§ Instructions for the task
Nothing should appear in the answer except the lines from the one containing "428px,744px 435px,744px 436px,666px" through the end of the records below, written out exactly.
[Data listing Boundary: Start]
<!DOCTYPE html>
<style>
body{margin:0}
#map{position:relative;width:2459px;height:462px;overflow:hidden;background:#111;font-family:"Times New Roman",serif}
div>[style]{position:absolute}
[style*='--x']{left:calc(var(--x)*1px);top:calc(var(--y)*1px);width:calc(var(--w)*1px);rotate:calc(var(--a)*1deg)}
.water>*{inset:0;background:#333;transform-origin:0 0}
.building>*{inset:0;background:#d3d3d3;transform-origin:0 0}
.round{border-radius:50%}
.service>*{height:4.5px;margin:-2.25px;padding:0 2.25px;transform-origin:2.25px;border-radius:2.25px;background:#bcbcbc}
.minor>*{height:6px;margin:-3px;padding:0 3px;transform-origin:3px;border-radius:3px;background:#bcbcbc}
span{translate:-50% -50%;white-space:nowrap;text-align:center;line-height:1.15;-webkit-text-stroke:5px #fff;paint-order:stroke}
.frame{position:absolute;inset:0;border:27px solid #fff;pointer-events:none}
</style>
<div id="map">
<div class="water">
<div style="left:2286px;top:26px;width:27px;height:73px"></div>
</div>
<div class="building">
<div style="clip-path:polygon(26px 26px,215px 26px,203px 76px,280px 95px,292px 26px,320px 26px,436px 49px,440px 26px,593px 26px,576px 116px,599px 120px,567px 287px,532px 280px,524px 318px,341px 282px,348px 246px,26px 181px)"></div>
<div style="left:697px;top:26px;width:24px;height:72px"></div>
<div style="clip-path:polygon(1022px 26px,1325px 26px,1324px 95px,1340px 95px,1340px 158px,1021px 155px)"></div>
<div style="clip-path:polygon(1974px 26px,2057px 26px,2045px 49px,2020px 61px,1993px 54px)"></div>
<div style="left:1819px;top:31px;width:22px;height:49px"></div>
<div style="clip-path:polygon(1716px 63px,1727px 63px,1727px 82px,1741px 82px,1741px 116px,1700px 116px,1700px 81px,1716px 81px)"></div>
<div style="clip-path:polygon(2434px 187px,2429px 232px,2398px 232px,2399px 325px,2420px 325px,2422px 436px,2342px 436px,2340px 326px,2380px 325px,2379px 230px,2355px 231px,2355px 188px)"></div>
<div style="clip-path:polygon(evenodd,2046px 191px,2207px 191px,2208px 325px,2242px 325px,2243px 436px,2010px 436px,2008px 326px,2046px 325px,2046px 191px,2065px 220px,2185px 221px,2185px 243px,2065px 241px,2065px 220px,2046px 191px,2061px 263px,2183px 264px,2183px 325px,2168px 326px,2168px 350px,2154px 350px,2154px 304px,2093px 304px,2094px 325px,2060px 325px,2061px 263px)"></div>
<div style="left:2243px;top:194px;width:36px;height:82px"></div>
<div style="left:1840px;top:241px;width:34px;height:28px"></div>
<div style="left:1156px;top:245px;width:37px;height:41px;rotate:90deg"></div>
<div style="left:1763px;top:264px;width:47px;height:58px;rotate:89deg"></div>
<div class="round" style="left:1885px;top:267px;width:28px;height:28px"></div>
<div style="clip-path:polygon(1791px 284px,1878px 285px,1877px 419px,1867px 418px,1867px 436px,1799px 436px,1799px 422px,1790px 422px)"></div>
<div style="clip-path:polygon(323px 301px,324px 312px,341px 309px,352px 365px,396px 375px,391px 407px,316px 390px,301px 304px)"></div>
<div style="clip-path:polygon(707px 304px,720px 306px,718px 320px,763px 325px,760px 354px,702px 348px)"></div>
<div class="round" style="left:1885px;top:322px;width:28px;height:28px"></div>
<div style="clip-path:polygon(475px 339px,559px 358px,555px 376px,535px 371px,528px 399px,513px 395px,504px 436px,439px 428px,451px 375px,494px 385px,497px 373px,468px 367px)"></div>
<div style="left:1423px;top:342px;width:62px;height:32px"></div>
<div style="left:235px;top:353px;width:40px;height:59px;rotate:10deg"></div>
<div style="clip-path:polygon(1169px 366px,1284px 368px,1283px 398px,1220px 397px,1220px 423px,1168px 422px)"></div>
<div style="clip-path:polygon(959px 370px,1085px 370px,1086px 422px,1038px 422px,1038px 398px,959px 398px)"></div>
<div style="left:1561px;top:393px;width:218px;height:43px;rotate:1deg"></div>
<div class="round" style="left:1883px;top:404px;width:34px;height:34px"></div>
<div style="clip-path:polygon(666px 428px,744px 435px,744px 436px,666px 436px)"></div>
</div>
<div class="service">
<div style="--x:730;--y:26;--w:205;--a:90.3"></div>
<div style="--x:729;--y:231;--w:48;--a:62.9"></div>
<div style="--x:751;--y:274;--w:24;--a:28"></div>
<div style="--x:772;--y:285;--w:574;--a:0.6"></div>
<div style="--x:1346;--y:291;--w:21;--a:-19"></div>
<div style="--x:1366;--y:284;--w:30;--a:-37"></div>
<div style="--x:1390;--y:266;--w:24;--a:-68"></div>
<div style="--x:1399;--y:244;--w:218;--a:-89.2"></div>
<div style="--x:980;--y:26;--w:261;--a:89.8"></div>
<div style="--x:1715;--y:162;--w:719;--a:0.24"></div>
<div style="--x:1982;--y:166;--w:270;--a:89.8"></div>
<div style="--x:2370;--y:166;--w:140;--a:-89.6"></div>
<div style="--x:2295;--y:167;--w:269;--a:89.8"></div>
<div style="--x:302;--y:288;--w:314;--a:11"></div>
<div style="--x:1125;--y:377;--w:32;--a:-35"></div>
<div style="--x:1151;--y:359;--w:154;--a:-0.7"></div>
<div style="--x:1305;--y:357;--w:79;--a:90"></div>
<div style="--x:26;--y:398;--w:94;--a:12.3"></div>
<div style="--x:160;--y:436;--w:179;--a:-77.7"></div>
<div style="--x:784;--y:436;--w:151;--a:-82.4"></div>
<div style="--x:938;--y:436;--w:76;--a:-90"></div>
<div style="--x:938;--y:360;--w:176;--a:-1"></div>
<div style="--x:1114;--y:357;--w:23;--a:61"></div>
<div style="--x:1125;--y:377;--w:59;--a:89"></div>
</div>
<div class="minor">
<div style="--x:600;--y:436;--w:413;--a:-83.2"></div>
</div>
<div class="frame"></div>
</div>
[Data listing Boundary: End]
§ Answer to this exercise
<div style="clip-path:polygon(666px 428px,744px 435px,744px 436px,666px 436px)"></div>
</div>
<div class="service">
<div style="--x:730;--y:26;--w:205;--a:90.3"></div>
<div style="--x:729;--y:231;--w:48;--a:62.9"></div>
<div style="--x:751;--y:274;--w:24;--a:28"></div>
<div style="--x:772;--y:285;--w:574;--a:0.6"></div>
<div style="--x:1346;--y:291;--w:21;--a:-19"></div>
<div style="--x:1366;--y:284;--w:30;--a:-37"></div>
<div style="--x:1390;--y:266;--w:24;--a:-68"></div>
<div style="--x:1399;--y:244;--w:218;--a:-89.2"></div>
<div style="--x:980;--y:26;--w:261;--a:89.8"></div>
<div style="--x:1715;--y:162;--w:719;--a:0.24"></div>
<div style="--x:1982;--y:166;--w:270;--a:89.8"></div>
<div style="--x:2370;--y:166;--w:140;--a:-89.6"></div>
<div style="--x:2295;--y:167;--w:269;--a:89.8"></div>
<div style="--x:302;--y:288;--w:314;--a:11"></div>
<div style="--x:1125;--y:377;--w:32;--a:-35"></div>
<div style="--x:1151;--y:359;--w:154;--a:-0.7"></div>
<div style="--x:1305;--y:357;--w:79;--a:90"></div>
<div style="--x:26;--y:398;--w:94;--a:12.3"></div>
<div style="--x:160;--y:436;--w:179;--a:-77.7"></div>
<div style="--x:784;--y:436;--w:151;--a:-82.4"></div>
<div style="--x:938;--y:436;--w:76;--a:-90"></div>
<div style="--x:938;--y:360;--w:176;--a:-1"></div>
<div style="--x:1114;--y:357;--w:23;--a:61"></div>
<div style="--x:1125;--y:377;--w:59;--a:89"></div>
</div>
<div class="minor">
<div style="--x:600;--y:436;--w:413;--a:-83.2"></div>
</div>
<div class="frame"></div>
</div>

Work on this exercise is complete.